**What to work on**:
Please print only the top portion of the entries below, ending with the line that contains "0 #4b434e) drop-shadow(-2px", exactly as written.
━━━ Data ━━━
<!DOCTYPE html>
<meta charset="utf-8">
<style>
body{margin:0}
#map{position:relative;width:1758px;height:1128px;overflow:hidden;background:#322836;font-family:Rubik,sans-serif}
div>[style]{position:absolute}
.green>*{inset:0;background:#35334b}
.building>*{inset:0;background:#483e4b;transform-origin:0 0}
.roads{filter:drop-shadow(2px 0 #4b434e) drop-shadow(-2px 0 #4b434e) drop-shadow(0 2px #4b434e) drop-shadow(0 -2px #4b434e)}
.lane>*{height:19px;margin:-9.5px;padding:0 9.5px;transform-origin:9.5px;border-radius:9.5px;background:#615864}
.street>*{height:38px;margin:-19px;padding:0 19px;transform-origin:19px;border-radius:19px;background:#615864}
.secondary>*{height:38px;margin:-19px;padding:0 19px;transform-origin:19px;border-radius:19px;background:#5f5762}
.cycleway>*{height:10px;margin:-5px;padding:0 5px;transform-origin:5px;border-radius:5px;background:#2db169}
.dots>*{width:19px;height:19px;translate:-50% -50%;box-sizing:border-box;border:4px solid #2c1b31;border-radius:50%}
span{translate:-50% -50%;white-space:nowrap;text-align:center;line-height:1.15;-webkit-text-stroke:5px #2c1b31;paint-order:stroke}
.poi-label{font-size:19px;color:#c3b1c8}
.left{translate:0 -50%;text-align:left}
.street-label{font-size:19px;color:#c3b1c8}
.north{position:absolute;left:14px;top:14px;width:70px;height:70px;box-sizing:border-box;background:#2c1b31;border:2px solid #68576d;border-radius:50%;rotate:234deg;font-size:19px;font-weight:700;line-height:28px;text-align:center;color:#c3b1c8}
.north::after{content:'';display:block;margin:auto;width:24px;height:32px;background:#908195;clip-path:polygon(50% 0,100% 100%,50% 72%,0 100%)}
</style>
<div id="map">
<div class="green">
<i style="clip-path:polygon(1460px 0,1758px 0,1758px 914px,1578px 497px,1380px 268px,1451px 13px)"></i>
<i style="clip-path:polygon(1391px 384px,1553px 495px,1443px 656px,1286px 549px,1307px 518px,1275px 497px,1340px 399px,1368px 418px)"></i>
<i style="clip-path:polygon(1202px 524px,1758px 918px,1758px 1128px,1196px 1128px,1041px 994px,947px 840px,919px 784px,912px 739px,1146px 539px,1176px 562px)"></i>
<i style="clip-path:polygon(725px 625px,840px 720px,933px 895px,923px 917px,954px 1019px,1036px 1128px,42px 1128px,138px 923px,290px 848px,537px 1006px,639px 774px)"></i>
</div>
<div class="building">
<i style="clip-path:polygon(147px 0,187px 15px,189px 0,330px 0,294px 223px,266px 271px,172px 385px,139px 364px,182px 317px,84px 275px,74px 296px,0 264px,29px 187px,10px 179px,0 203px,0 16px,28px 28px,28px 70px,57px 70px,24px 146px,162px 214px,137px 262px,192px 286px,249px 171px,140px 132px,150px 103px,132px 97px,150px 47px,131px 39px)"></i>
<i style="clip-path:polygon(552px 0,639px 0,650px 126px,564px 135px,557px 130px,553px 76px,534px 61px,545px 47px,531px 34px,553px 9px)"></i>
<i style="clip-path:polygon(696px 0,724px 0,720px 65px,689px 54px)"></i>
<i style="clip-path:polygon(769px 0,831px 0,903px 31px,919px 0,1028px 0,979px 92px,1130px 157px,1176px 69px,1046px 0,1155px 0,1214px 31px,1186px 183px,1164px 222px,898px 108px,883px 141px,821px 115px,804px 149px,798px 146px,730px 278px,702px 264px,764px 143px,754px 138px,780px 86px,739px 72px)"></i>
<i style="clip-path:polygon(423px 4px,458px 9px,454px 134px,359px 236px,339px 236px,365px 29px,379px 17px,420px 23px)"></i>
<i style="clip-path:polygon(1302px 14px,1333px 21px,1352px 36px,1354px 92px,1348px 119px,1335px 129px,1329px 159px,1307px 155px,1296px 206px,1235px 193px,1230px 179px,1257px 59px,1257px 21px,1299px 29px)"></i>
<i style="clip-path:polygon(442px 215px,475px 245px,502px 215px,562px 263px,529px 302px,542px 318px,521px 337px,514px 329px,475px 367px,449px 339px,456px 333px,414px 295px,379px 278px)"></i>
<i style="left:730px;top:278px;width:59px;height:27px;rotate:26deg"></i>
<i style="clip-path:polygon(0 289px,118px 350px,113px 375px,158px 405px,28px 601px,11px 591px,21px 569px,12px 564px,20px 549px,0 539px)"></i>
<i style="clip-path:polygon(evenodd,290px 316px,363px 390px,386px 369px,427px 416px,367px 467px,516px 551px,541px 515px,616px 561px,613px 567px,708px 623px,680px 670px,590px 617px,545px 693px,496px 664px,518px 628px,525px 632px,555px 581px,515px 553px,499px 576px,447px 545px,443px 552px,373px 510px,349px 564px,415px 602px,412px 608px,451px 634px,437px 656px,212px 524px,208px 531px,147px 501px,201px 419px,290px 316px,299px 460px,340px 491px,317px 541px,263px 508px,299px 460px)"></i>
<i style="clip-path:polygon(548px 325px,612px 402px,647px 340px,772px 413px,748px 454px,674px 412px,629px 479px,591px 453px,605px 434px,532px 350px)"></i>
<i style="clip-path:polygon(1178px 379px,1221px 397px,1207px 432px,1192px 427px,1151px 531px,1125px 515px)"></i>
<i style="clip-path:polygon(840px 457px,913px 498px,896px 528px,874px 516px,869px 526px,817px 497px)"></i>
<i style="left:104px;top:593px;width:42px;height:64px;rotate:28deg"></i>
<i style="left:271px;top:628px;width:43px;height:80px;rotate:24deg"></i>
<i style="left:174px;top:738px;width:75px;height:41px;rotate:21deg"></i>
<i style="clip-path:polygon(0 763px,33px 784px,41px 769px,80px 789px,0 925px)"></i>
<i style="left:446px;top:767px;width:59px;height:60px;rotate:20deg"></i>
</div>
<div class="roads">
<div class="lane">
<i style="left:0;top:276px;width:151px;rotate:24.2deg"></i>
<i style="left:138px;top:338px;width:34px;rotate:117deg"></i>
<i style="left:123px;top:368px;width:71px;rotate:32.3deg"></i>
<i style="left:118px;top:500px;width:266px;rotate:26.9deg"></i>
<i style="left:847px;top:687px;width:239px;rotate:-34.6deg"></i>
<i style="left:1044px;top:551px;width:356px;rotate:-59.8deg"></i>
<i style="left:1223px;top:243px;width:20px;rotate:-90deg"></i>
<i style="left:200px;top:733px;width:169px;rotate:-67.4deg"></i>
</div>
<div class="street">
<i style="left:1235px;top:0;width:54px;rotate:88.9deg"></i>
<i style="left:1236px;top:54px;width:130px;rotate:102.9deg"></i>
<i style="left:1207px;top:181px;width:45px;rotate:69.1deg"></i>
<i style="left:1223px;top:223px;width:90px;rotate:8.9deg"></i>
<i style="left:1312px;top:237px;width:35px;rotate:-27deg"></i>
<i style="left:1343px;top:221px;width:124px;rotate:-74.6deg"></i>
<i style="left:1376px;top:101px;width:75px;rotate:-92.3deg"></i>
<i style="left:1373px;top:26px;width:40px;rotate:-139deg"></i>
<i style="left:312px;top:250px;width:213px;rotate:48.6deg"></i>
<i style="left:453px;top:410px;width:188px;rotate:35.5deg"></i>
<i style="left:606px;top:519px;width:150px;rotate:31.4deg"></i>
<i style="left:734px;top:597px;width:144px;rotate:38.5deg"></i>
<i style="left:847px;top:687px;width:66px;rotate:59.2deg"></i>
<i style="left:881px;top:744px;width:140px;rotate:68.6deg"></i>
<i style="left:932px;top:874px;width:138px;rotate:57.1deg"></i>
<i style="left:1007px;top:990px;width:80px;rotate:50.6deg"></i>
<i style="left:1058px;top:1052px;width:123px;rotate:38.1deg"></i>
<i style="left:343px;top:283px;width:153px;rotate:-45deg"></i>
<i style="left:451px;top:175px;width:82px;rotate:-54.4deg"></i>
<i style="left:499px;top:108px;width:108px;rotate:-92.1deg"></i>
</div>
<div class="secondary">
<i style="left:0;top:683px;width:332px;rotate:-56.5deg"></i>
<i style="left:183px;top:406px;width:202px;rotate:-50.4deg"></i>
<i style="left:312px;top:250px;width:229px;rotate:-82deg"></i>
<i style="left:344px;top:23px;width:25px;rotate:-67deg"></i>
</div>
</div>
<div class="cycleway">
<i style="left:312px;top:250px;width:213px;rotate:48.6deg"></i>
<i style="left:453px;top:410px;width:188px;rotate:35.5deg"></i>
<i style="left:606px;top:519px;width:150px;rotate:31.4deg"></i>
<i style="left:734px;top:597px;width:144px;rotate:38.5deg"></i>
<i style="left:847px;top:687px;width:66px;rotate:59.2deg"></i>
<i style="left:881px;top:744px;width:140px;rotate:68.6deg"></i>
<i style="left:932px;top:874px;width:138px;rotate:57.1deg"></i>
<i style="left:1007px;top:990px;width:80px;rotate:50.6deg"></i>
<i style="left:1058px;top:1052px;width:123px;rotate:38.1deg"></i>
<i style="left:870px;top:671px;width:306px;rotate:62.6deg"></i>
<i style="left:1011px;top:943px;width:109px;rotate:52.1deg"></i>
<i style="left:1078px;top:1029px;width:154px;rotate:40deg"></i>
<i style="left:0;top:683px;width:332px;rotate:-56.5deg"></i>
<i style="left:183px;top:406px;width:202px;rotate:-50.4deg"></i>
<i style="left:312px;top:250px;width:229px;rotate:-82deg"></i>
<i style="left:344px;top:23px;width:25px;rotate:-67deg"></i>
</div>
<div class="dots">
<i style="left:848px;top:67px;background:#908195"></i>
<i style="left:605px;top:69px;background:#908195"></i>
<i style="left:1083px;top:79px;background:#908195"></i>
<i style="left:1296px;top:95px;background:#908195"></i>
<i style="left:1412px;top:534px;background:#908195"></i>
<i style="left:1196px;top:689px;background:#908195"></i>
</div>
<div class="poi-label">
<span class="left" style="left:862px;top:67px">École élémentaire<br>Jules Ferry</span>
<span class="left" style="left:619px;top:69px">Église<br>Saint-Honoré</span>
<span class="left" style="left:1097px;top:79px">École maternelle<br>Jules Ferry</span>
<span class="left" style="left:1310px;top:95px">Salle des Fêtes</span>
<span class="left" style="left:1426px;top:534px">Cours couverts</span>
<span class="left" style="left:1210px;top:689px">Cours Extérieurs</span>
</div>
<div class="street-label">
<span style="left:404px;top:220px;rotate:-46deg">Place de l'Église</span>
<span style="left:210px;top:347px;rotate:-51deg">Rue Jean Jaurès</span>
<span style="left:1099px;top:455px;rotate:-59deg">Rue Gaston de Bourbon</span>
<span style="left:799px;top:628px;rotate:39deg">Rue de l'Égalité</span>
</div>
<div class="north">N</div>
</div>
━━━
**Written reply**:
<!DOCTYPE html>
<meta charset="utf-8">
<style>
body{margin:0}
#map{position:relative;width:1758px;height:1128px;overflow:hidden;background:#322836;font-family:Rubik,sans-serif}
div>[style]{position:absolute}
.green>*{inset:0;background:#35334b}
.building>*{inset:0;background:#483e4b;transform-origin:0 0}
.roads{filter:drop-shadow(2px 0 #4b434e) drop-shadow(-2px 0 #4b434e) drop-shadow(0 2px #4b434e) drop-shadow(0 -2px #4b434e)}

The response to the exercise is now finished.